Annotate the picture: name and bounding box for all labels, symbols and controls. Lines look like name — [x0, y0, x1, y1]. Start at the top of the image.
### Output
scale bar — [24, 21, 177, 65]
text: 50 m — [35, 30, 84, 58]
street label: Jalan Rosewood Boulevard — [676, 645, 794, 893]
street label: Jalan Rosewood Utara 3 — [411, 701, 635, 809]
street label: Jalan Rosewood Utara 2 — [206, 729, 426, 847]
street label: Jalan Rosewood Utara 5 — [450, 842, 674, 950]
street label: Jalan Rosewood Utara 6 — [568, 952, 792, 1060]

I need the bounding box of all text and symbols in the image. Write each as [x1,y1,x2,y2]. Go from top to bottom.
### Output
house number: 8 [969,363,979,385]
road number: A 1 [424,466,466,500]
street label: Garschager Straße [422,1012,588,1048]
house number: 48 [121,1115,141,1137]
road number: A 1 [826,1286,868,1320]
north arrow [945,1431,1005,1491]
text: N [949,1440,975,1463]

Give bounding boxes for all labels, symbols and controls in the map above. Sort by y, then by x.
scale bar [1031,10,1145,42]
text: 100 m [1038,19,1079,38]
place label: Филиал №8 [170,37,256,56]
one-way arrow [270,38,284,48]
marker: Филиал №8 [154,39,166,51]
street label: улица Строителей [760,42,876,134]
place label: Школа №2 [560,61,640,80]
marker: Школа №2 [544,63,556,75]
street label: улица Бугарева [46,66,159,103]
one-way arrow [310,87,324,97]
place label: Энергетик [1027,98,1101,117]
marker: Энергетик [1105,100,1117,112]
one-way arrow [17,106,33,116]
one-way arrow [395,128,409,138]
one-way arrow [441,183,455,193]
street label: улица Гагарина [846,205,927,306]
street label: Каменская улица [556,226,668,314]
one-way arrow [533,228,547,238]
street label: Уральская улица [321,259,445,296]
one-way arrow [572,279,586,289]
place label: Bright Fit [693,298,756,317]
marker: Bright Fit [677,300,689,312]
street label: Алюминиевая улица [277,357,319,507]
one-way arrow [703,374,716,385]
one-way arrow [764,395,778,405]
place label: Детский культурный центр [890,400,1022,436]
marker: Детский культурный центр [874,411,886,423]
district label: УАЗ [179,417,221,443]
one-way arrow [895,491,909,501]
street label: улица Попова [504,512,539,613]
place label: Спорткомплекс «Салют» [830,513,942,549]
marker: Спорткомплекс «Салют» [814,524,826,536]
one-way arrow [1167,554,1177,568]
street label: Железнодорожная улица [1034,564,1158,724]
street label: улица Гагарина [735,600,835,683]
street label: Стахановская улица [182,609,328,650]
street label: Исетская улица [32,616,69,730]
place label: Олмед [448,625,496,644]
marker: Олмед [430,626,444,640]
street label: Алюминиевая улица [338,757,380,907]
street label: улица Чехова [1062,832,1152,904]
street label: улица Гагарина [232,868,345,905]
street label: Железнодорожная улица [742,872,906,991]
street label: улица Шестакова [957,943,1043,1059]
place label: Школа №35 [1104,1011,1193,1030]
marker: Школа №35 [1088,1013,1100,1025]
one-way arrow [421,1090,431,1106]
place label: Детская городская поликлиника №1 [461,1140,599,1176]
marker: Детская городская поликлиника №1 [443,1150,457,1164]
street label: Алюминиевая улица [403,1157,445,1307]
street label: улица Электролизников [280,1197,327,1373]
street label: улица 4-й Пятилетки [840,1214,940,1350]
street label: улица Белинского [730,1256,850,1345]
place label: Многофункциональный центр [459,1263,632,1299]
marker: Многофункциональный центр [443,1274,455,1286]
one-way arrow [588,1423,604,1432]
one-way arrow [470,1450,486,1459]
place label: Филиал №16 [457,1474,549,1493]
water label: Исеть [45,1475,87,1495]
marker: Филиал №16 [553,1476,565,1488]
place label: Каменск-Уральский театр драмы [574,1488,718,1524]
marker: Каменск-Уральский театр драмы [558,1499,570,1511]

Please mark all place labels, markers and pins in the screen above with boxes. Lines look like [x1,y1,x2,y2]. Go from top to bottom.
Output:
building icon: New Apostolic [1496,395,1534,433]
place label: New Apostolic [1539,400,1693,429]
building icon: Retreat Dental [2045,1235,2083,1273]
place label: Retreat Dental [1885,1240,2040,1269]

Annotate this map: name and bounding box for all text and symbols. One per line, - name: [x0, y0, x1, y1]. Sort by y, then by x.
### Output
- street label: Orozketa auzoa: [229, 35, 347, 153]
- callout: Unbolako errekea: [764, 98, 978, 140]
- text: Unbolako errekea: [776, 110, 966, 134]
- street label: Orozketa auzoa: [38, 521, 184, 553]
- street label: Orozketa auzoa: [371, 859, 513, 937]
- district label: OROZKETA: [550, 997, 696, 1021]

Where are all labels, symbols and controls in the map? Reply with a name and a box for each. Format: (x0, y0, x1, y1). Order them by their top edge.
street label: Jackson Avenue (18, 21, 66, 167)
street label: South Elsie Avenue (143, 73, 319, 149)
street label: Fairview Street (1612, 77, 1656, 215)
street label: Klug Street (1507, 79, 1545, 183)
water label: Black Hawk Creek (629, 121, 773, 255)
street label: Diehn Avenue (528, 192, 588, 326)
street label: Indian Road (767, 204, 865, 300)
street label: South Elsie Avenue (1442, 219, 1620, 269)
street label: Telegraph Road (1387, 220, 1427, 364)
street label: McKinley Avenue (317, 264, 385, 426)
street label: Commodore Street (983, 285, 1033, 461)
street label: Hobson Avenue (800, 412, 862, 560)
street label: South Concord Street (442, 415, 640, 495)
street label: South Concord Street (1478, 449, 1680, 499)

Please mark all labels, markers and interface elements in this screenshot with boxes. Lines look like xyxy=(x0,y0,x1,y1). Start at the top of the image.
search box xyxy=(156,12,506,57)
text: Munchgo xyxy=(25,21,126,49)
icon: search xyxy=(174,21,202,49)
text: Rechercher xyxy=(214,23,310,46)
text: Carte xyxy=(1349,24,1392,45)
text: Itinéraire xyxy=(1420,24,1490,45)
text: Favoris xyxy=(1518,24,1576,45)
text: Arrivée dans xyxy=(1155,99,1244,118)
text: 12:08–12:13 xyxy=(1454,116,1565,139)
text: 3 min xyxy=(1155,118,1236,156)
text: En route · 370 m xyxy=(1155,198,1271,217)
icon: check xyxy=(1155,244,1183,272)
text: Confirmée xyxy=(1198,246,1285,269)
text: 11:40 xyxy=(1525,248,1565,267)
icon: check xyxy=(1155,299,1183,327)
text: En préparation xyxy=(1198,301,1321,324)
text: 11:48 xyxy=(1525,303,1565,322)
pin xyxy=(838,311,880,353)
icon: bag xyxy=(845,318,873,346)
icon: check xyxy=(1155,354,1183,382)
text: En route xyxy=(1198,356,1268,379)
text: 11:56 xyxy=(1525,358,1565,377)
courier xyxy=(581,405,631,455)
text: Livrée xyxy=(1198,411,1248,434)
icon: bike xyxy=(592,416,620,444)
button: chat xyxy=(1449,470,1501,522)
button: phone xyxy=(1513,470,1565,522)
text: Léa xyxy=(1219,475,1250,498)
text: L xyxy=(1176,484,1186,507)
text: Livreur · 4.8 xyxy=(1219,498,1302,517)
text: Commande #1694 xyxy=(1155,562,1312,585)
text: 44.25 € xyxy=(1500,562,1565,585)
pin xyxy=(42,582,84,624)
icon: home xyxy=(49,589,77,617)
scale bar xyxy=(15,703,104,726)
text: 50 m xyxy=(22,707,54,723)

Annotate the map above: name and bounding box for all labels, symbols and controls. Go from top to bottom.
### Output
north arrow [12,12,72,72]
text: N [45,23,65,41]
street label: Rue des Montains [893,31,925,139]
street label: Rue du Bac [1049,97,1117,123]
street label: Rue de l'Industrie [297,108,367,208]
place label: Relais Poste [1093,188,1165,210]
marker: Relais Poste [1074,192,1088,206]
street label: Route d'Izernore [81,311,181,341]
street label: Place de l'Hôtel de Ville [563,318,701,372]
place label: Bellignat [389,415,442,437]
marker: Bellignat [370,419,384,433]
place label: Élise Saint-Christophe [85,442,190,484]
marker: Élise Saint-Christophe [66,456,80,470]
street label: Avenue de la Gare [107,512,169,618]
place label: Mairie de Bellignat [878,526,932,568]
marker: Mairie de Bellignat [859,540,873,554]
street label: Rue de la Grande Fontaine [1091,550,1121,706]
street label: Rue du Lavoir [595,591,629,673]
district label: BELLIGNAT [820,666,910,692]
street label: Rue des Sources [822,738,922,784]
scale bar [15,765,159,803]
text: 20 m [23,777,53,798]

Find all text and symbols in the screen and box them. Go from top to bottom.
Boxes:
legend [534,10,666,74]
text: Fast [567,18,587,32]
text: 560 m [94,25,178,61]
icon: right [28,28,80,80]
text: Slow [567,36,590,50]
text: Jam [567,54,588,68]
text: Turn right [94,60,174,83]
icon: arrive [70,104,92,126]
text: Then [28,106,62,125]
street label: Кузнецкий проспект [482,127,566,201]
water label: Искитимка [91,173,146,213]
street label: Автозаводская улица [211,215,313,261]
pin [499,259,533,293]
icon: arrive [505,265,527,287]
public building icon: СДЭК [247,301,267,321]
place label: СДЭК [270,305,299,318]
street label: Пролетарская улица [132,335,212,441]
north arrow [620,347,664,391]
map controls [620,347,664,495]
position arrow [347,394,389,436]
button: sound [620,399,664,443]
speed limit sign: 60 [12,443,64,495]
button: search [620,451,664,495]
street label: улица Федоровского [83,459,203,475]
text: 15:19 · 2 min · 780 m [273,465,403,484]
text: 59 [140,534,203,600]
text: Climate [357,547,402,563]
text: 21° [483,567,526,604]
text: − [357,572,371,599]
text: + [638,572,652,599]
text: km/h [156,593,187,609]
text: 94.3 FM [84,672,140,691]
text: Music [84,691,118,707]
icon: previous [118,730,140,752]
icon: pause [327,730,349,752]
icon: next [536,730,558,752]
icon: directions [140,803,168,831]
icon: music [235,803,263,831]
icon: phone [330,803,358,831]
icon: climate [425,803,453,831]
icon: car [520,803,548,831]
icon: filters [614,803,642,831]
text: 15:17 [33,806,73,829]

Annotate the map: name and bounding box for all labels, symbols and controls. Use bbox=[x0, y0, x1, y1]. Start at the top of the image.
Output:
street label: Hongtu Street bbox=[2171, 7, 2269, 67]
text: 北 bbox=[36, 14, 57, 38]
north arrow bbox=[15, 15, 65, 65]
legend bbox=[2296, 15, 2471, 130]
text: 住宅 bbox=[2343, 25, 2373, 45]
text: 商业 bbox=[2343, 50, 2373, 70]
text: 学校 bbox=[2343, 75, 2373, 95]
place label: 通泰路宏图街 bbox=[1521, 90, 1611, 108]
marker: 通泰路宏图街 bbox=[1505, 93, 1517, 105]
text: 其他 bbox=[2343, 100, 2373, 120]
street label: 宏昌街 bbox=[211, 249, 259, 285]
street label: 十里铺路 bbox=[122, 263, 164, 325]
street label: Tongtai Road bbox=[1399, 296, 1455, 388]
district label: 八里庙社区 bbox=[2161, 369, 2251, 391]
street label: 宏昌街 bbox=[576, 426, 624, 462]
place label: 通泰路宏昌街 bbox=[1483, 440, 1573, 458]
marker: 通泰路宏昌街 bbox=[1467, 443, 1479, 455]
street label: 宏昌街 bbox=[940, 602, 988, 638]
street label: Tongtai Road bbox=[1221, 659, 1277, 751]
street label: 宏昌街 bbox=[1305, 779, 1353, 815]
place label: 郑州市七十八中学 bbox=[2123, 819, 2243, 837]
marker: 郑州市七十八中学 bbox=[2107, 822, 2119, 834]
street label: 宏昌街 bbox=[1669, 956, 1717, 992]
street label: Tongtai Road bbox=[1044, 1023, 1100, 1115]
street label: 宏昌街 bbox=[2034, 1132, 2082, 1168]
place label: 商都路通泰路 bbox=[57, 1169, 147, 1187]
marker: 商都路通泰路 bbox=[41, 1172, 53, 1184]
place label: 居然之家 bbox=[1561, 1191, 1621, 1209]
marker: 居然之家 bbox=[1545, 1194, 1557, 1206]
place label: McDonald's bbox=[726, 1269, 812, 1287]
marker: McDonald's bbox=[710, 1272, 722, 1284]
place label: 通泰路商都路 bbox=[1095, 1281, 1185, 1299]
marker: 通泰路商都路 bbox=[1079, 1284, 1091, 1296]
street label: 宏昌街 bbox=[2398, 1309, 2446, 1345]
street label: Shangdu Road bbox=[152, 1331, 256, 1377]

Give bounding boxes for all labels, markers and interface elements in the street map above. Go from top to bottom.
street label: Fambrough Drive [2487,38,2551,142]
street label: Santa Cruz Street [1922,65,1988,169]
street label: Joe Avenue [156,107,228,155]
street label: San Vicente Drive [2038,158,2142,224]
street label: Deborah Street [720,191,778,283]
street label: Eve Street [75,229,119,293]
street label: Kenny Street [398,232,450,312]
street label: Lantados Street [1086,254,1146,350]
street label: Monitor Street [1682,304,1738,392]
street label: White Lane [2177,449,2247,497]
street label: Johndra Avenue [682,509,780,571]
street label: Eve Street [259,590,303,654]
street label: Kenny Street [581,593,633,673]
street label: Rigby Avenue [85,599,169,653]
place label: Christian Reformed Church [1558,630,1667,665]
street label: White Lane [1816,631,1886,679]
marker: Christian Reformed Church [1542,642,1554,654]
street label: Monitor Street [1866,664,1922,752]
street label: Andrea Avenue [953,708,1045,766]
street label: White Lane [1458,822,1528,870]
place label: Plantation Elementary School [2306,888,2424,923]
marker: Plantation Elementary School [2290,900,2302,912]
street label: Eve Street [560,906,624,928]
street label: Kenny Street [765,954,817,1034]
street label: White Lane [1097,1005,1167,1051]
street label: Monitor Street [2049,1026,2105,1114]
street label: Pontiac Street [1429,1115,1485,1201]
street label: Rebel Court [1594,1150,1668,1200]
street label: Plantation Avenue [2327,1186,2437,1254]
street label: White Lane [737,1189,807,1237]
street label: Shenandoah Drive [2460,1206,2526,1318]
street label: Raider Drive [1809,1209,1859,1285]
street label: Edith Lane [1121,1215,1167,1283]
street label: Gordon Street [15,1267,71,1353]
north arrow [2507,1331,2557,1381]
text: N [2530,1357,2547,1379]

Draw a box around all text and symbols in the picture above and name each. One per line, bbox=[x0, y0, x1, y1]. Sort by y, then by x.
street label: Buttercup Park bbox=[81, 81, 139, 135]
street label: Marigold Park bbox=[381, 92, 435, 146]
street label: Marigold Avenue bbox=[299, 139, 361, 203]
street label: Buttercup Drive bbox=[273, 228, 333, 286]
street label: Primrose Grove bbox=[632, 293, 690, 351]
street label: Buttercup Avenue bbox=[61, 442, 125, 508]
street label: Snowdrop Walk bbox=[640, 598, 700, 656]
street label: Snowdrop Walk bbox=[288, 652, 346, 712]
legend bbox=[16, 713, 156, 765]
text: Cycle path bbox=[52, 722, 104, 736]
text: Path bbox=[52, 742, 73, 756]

What the task requires: Go through the records and copy each line with "Christian" in it.

The answer:
place label: Christian Reformed Church [1558,630,1667,665]
marker: Christian Reformed Church [1542,642,1554,654]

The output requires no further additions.